**DIRECTIONS:** Your task is to copy every line of the entries that contains "Revere".

====

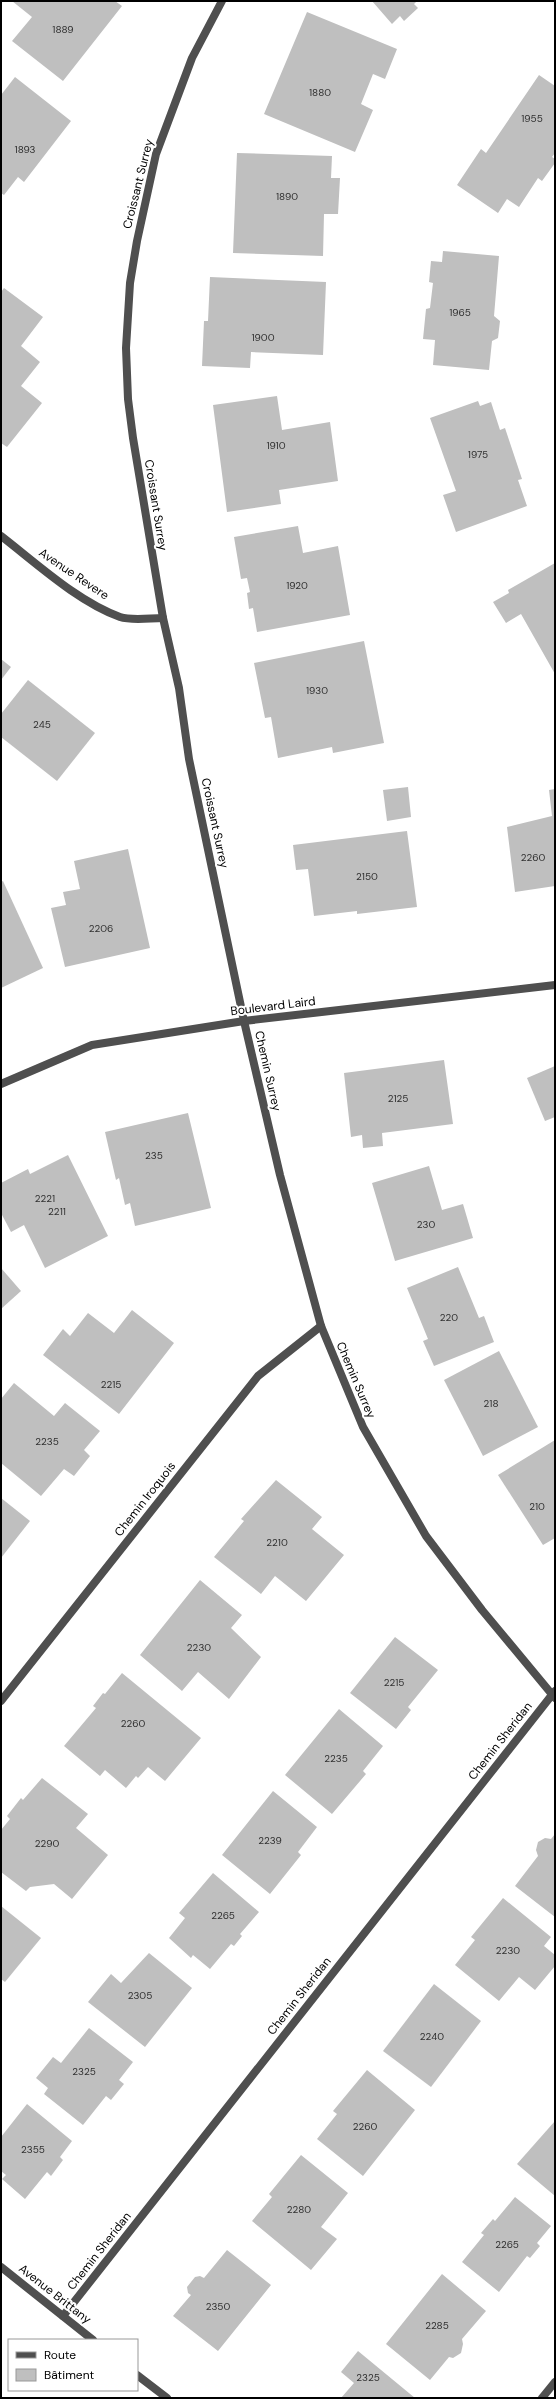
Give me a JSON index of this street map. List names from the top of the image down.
{
  "streets": {
    "street": [
      "Croissant Surrey",
      "Avenue Revere",
      "Boulevard Laird",
      "Chemin Surrey",
      "Chemin Iroquois",
      "Chemin Sheridan",
      "Avenue Brittany"
    ]
  },
  "crossings": [
    ["Croissant Surrey", "Avenue Revere"],
    ["Croissant Surrey", "Boulevard Laird"],
    ["Croissant Surrey", "Chemin Surrey"],
    ["Boulevard Laird", "Chemin Surrey"],
    ["Chemin Surrey", "Chemin Iroquois"],
    ["Chemin Surrey", "Chemin Sheridan"],
    ["Chemin Sheridan", "Avenue Brittany"]
  ],
  "house_numbers": [
    "1889",
    "1880",
    "1955",
    "1893",
    "1890",
    "1965",
    "1900",
    "1910",
    "1975",
    "1920",
    "1930",
    "245",
    "2260",
    "2150",
    "2206",
    "2125",
    "235",
    "2221",
    "2211",
    "230",
    "220",
    "2215",
    "218",
    "2235",
    "210",
    "2210",
    "2230",
    "2215",
    "2260",
    "2235",
    "2239",
    "2290",
    "2265",
    "2230",
    "2305",
    "2240",
    "2325",
    "2260",
    "2355",
    "2280",
    "2265",
    "2350",
    "2285",
    "2325"
  ],
  "legend": ["Route", "Bâtiment"]
}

====

**EXERCISE SOLUTION:**
      "Avenue Revere",
    ["Croissant Surrey", "Avenue Revere"],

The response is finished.